Read The Mouth That Roared Online

Authors: Dallas Green

The Mouth That Roared (8 page)

I had reached the majors, and my next challenge was to stay there. I knew my sore arm would make that a daily struggle. Would I be in the big leagues for one year? Five years? Ten? I had no idea. I wish I could say I was simply enjoying the moment, but in reality I walked around with the anxiety that comes with knowing you’re a borderline major leaguer.

*

Gene came up with the brilliant idea of rooming me on the road with Turk Farrell. Turk was a decent pitcher, but his true love was the nightlife and all that came with it. Turk, Jim “Bear” Owens, and Jack “Bird” Meyer were known as The Dalton Gang. Compared to Turk and his buddies, I was a real goody-two-shoes.

After a game in Chicago, Turk approached me in the Wrigley Field clubhouse with an urgent request.
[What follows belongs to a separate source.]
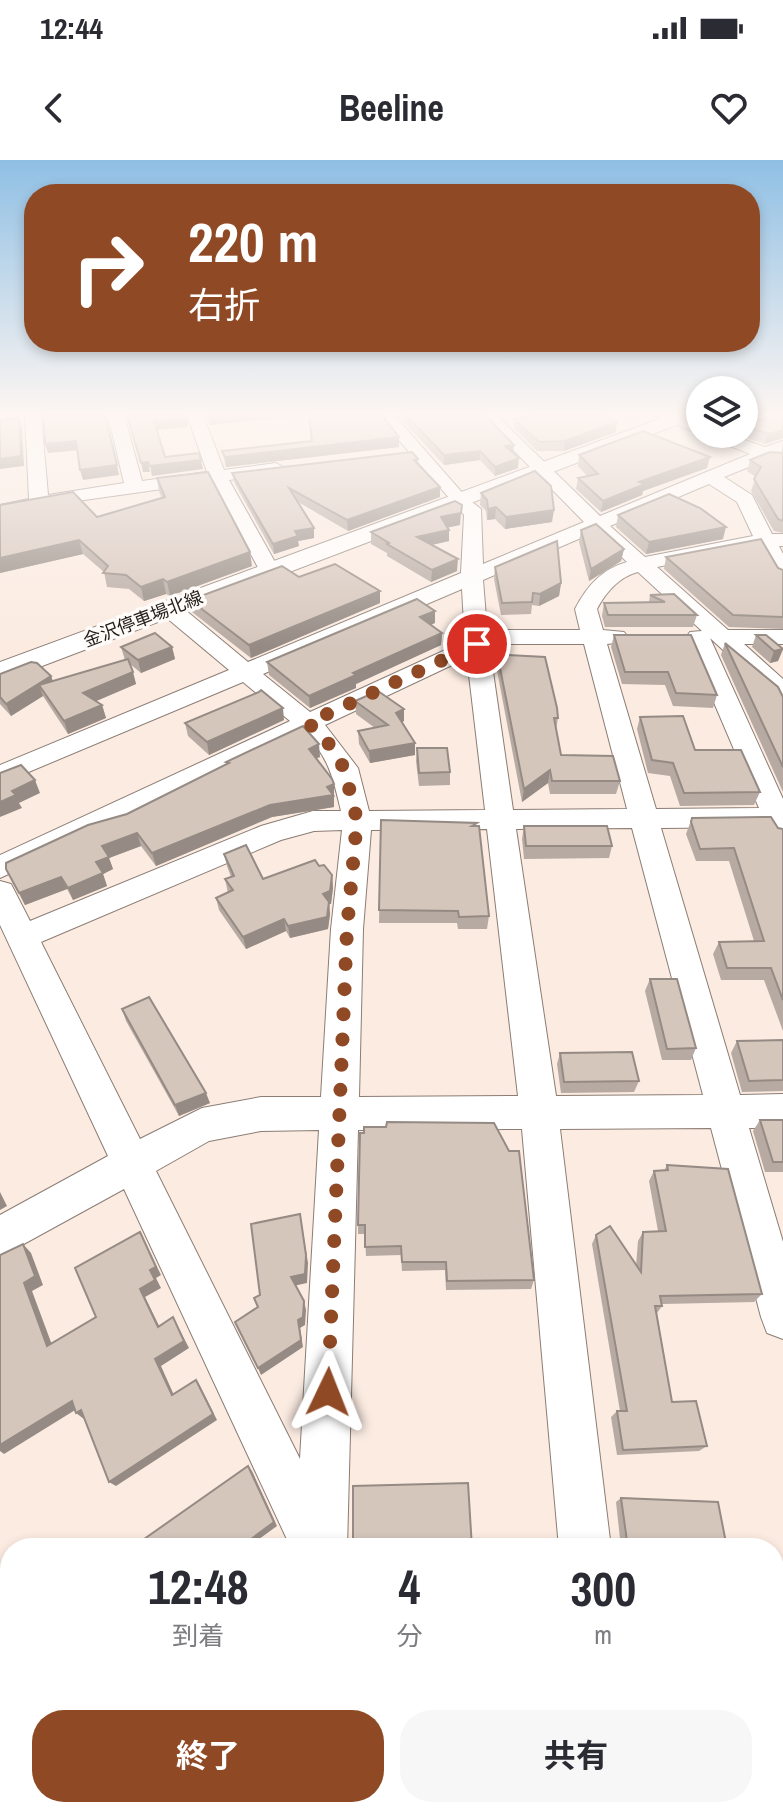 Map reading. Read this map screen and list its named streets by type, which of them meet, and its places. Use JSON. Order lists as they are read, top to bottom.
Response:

“Dallas, I’m in trouble, and you gotta help me out,” he said. “I’ve got a stewardess flying in tonight, and I promised to take her to dinner. But I found this other gal I want to stay with for a while.”

“What do you need me to do?”

“When the stewardess gets to the hotel, I need you to have dinner with her. I’ll be back as soon as I can.”

Late that evening, there was a knock on our hotel room door. I opened it to find a 6'0" blonde staring back at me. I hadn’t done much to prepare for her visit, other than to throw on some clothes. Normally I slept in the nude, so for me, I had already gone above and beyond the call of duty.

I ordered room service for the gal and told her Turk would be back shortly. He was meeting with our manager, I explained. She and I chitchatted for a while about Turk, her life in the skies, and my rookie year with the Phillies. Soon after finishing our meal, Turk bounced in and took her off my hands.

The next day, he gave me a box from one of the Chicago department stores.

“Here, roomie, I got a present for you,” he said.

I opened it to find a pair of silk pajamas.

“If you’re going to entertain my broads, I want you looking good,” Turk said, walking away.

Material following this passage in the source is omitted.